(This is one of a series of posts on the wage gap.)
So suppose you want to look at the wage gap. The best thing to do is to consider only what happens to young workers without children, right?
This myth, based on an unpublished study by economist June O’Neill, has mainly been propagated by two members of the right-wing Independent Women’s Forum, Diana Furchtgott-Roth and Christine Stolba. A typical example, from an ILF webpage, says: “The ‘wage gap’ frequently mentioned in the press is the result of a crude comparison. This ‘gap’ refers to the average wages of men and women, without regard to important factors such as age, education, occupation, or experience. When those key variables are considered, women earn essentially as much as men. Data from the National Longitudinal Survey of Youth, which does consider these key variables, reveal that among people ages 27 – 33 who have never had a child, women’s earnings are close to 98 percent of men’s.”
(By the way, counting both age and experience, as these folks advocate, is double-counting; age should not effect how much people are paid, except as a proxy for experience).
What other studies say
In fact, it’s not true that studies that account for age, education, occupation and experience - what economists call “human capital” favors – find no wage gap. Blau and Kahn accounted for all these factors and more, but a pay gap still remained. Wood and colleagues’ study of lawyers accounted for all of those factors and more, but again the pay gap wasn’t eliminated. Other scholars who have accounted for human capital differences but still found a substantial pay gap include Bellas, Wellington, Hampton & Heywood, Weinberger, England, Reid & Kilbourne, and Duncan (complete citations to all of these studies can be found at the bottom of this post).
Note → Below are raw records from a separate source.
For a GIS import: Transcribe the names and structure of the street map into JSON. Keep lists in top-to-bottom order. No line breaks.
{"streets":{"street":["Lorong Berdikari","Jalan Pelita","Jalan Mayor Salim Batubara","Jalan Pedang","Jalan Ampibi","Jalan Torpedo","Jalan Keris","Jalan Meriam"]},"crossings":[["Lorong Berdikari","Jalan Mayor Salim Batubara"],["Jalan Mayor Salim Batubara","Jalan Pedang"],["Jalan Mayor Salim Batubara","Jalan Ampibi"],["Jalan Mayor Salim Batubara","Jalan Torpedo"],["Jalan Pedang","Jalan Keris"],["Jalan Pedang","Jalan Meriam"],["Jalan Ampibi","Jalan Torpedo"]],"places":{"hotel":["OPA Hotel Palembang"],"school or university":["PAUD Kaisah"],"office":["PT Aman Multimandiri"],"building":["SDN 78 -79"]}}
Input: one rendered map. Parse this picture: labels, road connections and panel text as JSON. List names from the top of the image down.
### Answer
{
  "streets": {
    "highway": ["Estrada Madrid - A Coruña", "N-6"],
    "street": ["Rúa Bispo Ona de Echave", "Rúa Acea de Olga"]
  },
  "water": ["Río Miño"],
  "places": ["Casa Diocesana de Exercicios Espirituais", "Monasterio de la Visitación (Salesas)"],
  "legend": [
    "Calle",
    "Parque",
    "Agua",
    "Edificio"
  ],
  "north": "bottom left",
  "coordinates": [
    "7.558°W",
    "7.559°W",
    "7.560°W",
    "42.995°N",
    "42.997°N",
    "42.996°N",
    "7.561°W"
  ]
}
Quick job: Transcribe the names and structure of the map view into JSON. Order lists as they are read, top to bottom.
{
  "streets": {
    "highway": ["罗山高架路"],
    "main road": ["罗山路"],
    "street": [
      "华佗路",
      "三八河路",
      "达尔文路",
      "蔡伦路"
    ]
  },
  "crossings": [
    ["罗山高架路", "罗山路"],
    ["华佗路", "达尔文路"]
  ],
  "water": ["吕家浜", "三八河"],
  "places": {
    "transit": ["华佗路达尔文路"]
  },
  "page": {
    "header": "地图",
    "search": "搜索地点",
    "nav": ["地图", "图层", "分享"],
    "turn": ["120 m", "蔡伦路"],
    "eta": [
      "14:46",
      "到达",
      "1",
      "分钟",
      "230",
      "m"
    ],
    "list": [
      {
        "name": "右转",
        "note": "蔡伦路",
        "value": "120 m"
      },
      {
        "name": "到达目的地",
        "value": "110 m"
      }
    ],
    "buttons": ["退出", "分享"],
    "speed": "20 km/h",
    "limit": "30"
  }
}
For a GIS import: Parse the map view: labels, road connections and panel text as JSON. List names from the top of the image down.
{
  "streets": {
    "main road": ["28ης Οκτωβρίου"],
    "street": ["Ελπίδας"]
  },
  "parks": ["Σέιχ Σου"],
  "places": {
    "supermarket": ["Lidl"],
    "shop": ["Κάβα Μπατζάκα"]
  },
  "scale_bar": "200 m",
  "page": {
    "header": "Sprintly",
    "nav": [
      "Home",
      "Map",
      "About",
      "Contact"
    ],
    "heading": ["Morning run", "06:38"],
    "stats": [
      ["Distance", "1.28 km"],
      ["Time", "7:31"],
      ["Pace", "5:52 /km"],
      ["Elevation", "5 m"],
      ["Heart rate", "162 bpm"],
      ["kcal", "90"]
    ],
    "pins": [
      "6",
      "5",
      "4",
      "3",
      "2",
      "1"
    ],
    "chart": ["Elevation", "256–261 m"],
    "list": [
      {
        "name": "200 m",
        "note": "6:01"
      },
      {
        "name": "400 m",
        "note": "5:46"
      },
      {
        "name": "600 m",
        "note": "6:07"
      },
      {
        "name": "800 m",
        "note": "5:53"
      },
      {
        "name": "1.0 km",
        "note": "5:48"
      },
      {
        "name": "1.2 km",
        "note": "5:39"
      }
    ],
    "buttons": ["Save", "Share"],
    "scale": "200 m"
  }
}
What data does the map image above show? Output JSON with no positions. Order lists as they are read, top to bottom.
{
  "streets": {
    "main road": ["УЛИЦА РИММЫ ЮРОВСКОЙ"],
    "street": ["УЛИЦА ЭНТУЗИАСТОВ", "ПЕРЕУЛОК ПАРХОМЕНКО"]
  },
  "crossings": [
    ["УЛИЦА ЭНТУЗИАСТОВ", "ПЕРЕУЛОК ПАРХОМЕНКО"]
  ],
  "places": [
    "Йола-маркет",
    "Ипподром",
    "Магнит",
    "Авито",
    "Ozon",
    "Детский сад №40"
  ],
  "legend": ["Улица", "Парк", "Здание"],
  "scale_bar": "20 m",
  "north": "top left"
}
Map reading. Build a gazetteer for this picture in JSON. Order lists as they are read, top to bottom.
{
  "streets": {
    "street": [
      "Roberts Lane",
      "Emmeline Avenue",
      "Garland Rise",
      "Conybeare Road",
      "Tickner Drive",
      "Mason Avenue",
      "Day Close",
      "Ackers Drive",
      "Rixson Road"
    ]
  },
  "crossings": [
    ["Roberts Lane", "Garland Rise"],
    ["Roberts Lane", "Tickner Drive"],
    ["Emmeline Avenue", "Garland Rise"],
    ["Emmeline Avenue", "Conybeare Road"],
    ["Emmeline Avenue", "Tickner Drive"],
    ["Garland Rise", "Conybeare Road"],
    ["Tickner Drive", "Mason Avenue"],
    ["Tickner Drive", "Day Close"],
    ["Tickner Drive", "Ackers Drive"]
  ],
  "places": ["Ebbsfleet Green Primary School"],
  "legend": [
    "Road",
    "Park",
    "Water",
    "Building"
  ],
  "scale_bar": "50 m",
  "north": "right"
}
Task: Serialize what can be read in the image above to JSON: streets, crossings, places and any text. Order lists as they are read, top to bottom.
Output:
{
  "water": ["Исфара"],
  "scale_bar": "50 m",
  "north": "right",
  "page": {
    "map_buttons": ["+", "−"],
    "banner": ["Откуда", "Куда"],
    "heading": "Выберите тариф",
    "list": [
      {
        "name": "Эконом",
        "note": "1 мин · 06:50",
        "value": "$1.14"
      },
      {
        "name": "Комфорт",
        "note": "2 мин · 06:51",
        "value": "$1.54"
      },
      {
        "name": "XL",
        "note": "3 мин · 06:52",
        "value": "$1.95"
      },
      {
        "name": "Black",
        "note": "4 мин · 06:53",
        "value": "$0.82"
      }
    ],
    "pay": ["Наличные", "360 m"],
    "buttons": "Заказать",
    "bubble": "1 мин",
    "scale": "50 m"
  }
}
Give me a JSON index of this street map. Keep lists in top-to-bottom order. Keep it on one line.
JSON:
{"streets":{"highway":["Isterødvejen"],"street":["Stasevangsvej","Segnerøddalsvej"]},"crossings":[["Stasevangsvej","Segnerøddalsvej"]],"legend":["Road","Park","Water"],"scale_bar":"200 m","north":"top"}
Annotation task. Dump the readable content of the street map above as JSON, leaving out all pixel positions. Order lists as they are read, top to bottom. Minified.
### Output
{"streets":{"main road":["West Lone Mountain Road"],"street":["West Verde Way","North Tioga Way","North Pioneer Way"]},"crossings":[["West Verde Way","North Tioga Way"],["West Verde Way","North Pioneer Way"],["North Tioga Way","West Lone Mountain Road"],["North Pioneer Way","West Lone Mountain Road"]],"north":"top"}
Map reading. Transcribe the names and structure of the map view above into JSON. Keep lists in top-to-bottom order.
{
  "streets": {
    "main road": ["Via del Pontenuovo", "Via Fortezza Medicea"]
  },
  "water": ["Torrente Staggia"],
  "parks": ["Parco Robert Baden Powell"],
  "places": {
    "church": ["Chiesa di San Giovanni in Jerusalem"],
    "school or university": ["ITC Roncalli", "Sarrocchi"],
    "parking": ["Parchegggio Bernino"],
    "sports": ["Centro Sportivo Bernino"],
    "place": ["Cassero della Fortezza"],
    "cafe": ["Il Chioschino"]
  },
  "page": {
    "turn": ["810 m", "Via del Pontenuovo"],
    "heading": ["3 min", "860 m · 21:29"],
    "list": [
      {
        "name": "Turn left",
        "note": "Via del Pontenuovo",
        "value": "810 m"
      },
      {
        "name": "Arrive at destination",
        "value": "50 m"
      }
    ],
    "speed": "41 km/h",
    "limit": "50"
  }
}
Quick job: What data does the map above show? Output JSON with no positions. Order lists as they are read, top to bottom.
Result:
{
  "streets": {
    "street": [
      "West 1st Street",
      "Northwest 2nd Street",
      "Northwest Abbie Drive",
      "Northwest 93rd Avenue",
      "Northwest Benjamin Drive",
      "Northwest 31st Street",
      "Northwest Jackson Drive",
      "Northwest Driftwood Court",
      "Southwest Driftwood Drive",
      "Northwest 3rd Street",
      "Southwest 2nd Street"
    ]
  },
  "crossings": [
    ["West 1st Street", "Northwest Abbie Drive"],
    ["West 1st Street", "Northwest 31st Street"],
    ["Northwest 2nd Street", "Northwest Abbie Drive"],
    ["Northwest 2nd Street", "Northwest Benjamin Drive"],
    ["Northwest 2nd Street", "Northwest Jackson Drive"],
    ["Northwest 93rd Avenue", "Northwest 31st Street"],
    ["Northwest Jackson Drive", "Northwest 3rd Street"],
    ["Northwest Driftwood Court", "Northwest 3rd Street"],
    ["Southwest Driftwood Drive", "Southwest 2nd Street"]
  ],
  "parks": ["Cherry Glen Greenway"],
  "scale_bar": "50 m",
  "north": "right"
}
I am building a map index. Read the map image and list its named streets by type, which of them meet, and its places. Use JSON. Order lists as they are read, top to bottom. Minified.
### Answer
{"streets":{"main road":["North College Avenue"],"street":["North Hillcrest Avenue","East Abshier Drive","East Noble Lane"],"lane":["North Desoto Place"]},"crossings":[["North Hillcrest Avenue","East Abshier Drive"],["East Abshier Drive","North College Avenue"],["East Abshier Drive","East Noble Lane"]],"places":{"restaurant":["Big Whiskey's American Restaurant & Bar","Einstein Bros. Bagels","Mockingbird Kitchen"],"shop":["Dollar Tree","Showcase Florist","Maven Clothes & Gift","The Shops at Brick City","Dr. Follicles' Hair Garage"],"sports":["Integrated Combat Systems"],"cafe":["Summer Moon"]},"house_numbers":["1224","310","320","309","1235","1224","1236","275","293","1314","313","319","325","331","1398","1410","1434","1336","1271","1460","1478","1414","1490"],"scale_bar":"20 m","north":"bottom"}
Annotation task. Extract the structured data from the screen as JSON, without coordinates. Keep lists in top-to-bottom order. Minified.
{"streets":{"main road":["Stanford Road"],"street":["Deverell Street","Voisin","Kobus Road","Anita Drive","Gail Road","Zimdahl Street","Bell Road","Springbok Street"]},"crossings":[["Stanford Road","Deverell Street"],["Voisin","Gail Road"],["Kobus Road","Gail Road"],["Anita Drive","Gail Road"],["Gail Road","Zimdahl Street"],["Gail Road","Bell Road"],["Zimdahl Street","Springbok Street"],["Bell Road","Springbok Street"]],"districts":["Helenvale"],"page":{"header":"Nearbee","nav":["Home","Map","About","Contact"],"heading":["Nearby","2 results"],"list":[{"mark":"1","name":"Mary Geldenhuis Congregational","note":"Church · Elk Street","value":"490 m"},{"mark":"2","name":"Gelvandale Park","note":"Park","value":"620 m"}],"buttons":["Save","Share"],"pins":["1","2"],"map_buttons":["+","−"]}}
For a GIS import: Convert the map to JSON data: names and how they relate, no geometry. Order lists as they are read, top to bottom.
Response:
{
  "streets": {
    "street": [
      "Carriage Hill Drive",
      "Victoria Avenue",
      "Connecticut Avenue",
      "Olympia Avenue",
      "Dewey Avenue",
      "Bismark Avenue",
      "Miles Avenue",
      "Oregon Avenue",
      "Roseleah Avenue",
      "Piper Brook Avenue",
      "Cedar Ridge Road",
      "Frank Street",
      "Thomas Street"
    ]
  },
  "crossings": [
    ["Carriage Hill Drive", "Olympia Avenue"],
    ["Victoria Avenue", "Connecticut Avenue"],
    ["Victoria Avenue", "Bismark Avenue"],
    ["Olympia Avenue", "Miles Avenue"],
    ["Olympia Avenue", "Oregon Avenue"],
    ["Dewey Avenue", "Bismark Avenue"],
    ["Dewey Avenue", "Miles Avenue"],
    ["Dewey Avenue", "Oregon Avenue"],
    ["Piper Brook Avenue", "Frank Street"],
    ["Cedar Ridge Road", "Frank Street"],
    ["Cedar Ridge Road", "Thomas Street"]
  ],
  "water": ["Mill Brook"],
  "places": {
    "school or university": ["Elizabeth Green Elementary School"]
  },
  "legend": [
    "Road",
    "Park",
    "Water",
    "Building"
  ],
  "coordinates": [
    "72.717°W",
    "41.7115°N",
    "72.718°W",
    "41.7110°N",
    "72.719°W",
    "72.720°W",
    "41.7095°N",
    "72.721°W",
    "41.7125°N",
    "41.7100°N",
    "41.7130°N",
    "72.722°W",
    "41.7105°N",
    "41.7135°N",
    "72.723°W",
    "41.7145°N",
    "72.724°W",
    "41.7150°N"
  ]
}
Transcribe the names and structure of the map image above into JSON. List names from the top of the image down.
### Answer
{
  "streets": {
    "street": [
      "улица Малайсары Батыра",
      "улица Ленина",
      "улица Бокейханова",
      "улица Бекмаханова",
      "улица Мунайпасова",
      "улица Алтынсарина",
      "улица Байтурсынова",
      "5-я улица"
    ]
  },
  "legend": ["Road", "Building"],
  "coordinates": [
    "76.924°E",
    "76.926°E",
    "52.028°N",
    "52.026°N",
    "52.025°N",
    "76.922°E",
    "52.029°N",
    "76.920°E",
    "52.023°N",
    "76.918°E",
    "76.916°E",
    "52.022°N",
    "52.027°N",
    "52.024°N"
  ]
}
What they miss by ignoring women over age 33
One important difference is in Furchtgott-Roth/Stolba’s unexplained decision to limit their study only to people ages 27-33. As the National Committee on Pay Equity asked, “where does that leave working women who are younger than 27 or older than 33?” It leaves them completely unexamined by the Furchtgott-Roth/Stolba study – which is very convenient, for right-wingers who want to minimize the pay gap.
This method of looking only at young women’s wages is hopelessly flawed. Discrimination in the workforce usually is a matter of “cumulative causation.” Among other things, this means that the effects of discrimination add up over a lifetime. So, for example, losing a single job offer or promotion usually won’t make a big difference; but dozens of such small losses over the course of women’s careers eventually add up to a big wage gap.
This is important, because it means we should expect the pay gap between men and women at the start of their careers to be small. The effects of discrimination build up gradually over time, and only becomes sizable once women have been in the job market long enough for the impacts of dozens of individual instances of discrimination to add up. So when Furchtgott-Roth and Stolba look only at the pay gap among young workers, they’ve selected workers who have not yet been in the workforce long enough to have experienced the worse of the pay gap.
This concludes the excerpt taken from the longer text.